----- SUPPLIED MATERIAL -----

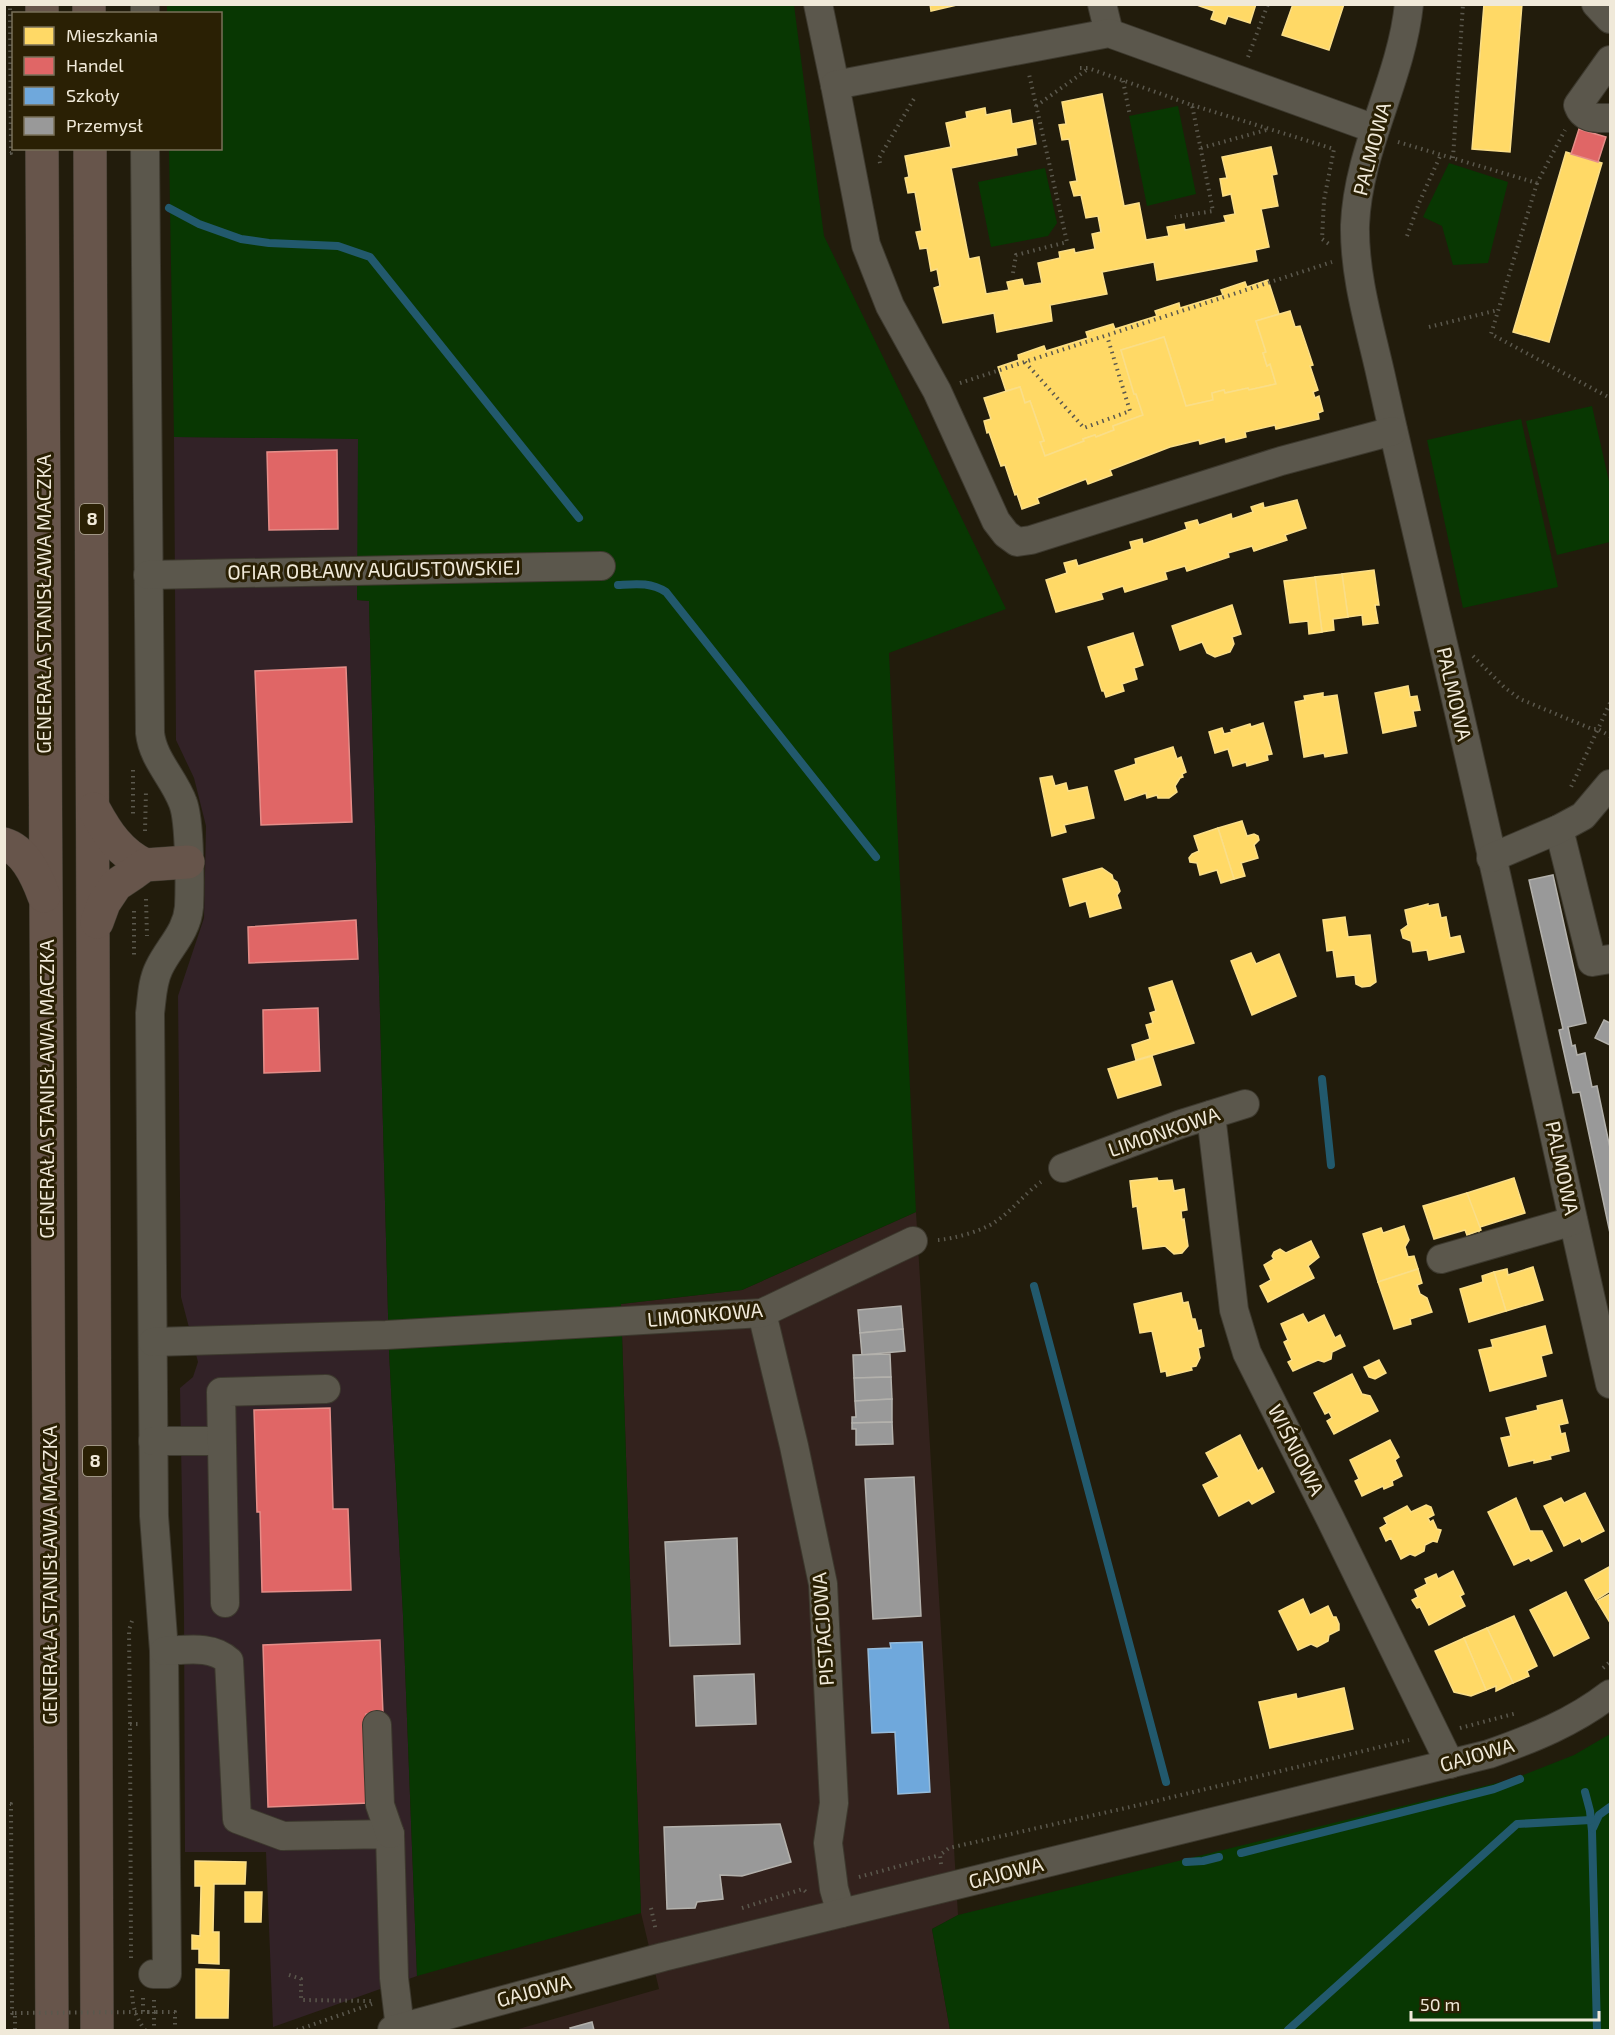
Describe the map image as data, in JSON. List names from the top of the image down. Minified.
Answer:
{"streets":{"highway":["8","GENERAŁA STANISŁAWA MACZKA"],"street":["PALMOWA","OFIAR OBŁAWY AUGUSTOWSKIEJ","LIMONKOWA","WIŚNIOWA","PISTACJOWA","GAJOWA"]},"crossings":[["LIMONKOWA","WIŚNIOWA"],["LIMONKOWA","PISTACJOWA"],["WIŚNIOWA","GAJOWA"],["PISTACJOWA","GAJOWA"]],"legend":["Mieszkania","Handel","Szkoły","Przemysł"],"scale_bar":"50 m"}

-----

TASK GOAL >>
Omit the pictures, then copy out all the data exactly as it stands.

WORKED SOLUTION >>
Describe the map image as data, in JSON. List names from the top of the image down. Minified.
Answer:
{"streets":{"highway":["8","GENERAŁA STANISŁAWA MACZKA"],"street":["PALMOWA","OFIAR OBŁAWY AUGUSTOWSKIEJ","LIMONKOWA","WIŚNIOWA","PISTACJOWA","GAJOWA"]},"crossings":[["LIMONKOWA","WIŚNIOWA"],["LIMONKOWA","PISTACJOWA"],["WIŚNIOWA","GAJOWA"],["PISTACJOWA","GAJOWA"]],"legend":["Mieszkania","Handel","Szkoły","Przemysł"],"scale_bar":"50 m"}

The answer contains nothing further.